Peringathur is a census town in Thalassery taluk of Kannur district in the Indian state of Kerala. It is a part of Panoor municipality.

Demographics
As of 2011 Census, Peringathur had a population of 40,292. Males constitute 46% of the population and females were 54%. Peringathur had an average literacy rate of 96%, higher than the state average of 94%: male literacy was 97.6%, and female literacy was 94.6%. In Peringathur, 12.5% of the population was under 6 years of age.

Etymology
It is believed that the name "Peringathur" was derived from Peringalath Ur, which means the place where great wars took place.  It gradually came to be known as Peringathur.. Kanakamala is a developing tourist spot and the hill ranges of Wayanad and Mahe beach can be viewed from this hilltop.  

Peringathur town is situated in the southern border of Kannur district. This town comes under Panoor Municipality  and  is 6 km away from The Union Territory, Mahe.   Mayyazhi river flows through this town. Nearest towns include Panoor, Nadapuram, Kadavathur, Chokli, Thalassery, and Kuthuparamba.

Famous Personality 
Famous footballer V.P. Sathyan who represented Kerala in Santosh Trophy was born in Mekkunnu.
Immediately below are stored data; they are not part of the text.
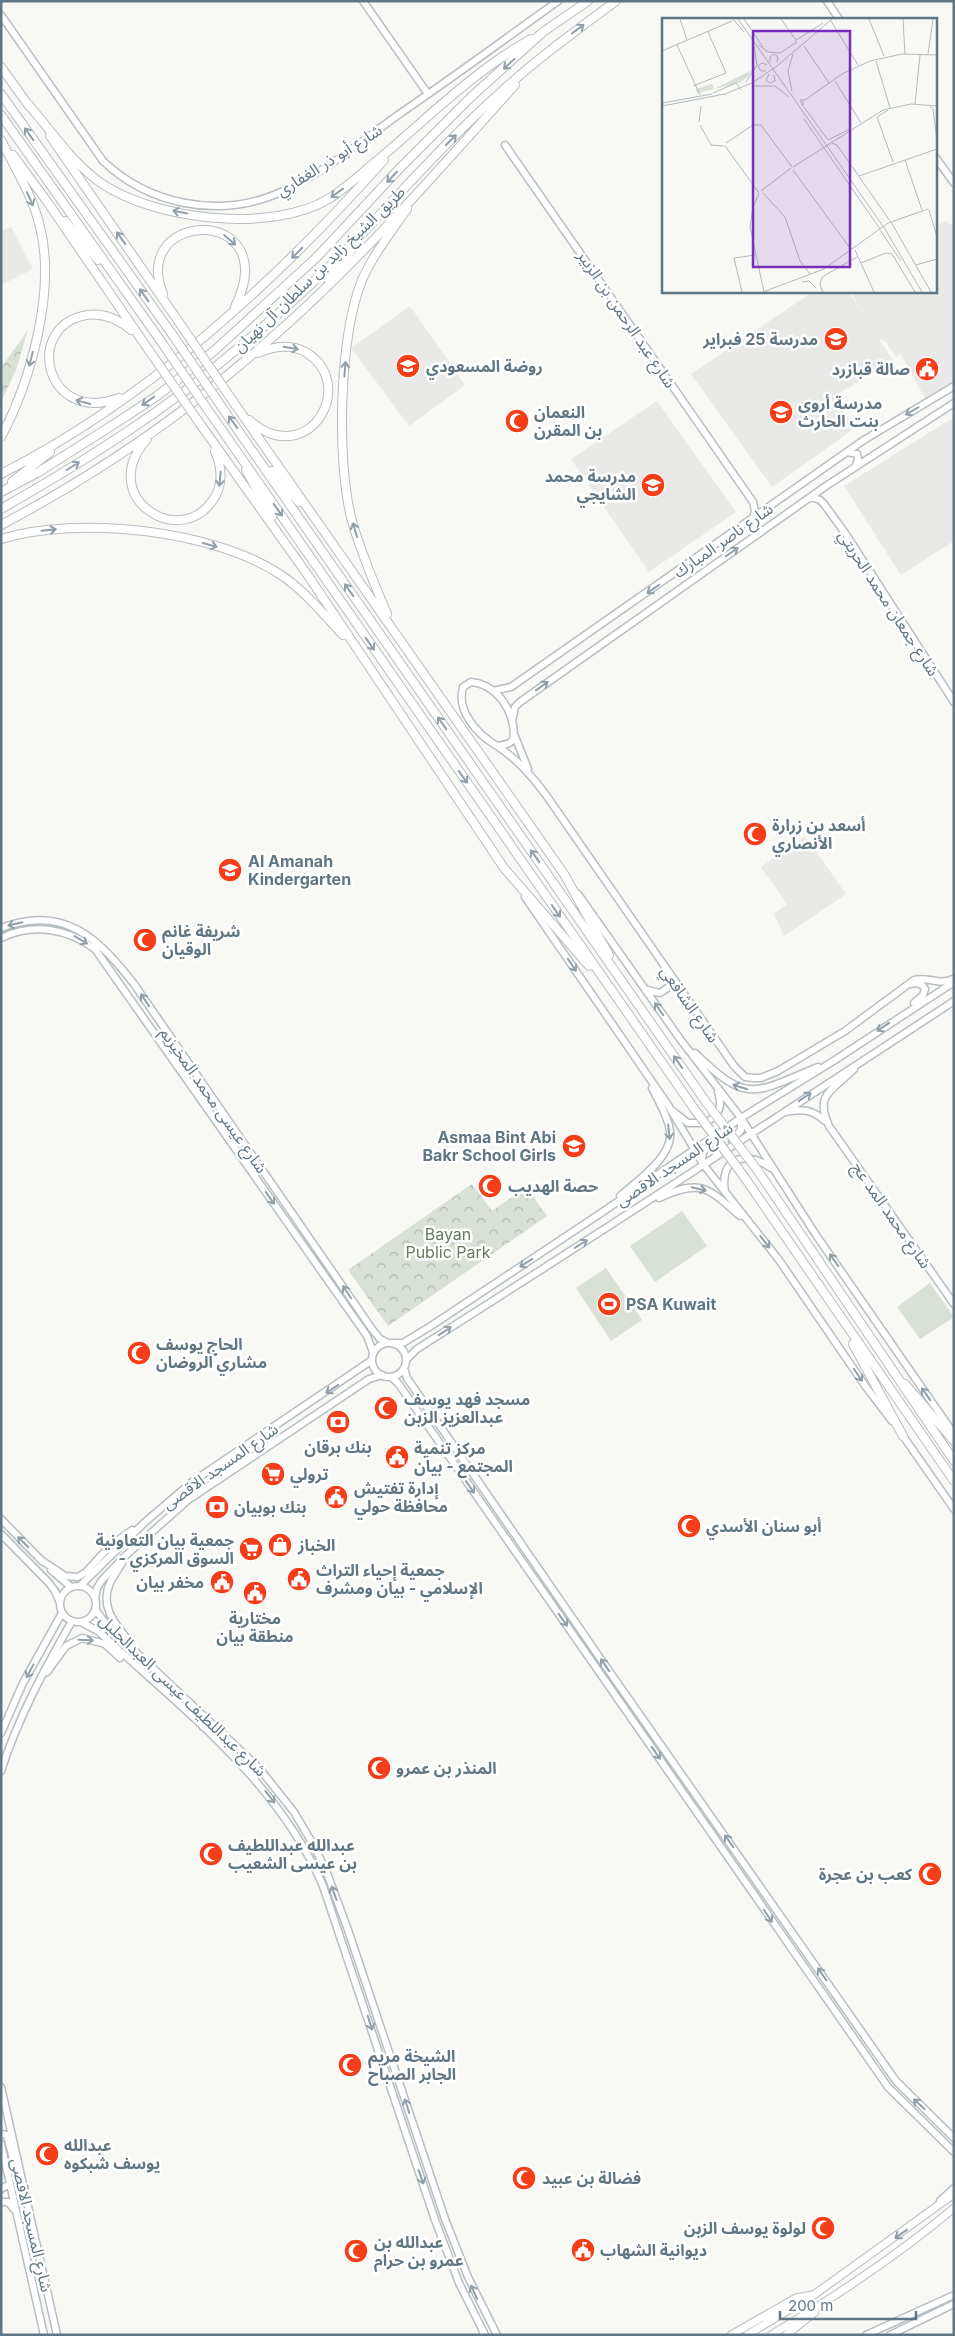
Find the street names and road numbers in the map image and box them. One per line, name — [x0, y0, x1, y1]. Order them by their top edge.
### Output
street label: شارع أبو ذر الغفاري — [273, 120, 387, 203]
street label: طريق الشيخ زايد بن سلطان آل نهيان — [229, 181, 411, 359]
street label: شارع عبد الرحمن بن الزبير — [570, 246, 680, 393]
street label: شارع ناصر المبارك — [669, 498, 778, 584]
street label: شارع جمعان محمد الحريتي — [832, 526, 944, 681]
street label: شارع الشافعي — [654, 962, 724, 1048]
street label: شارع عيسى محمد المخيزيم — [154, 1023, 272, 1178]
street label: شارع المسجد الاقصى — [612, 1117, 738, 1213]
street label: شارع محمد المد عج — [845, 1158, 936, 1274]
street label: شارع المسجد الاقصى — [158, 1419, 284, 1516]
street label: شارع عبداللطيف عيسى العبدالجليل — [93, 1610, 271, 1782]
street label: شارع المسجد الاقصى — [4, 2156, 57, 2295]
P K Noushad Master who represent India (he was the only keralite) as a volunteer in FIFA world cup South africa, Brazil and volunteer coordinator in Russia .and also won FIFA Fair Play award along with other FIFA Brazil volunteers in the year 2015,and He was co-operating with Kerala Blasters in ISL.

Transportation
The national highway passes through Thalassery town.  Goa and Mumbai can be accessed on the northern side and Cochin and Thiruvananthapuram can be accessed on the southern side.  The road to the east of Iritty connects to Mysore and Bangalore.   The nearest railway station is Thalassery on Mangalore-Palakkad line. 
Trains are available to almost all parts of India subject to advance booking over the internet.  There three airports to Mangalore Airport[Mangalore]and Calicut International Airport 92km[Calicut]kannur international airport35km[kannur] all of them are international airports.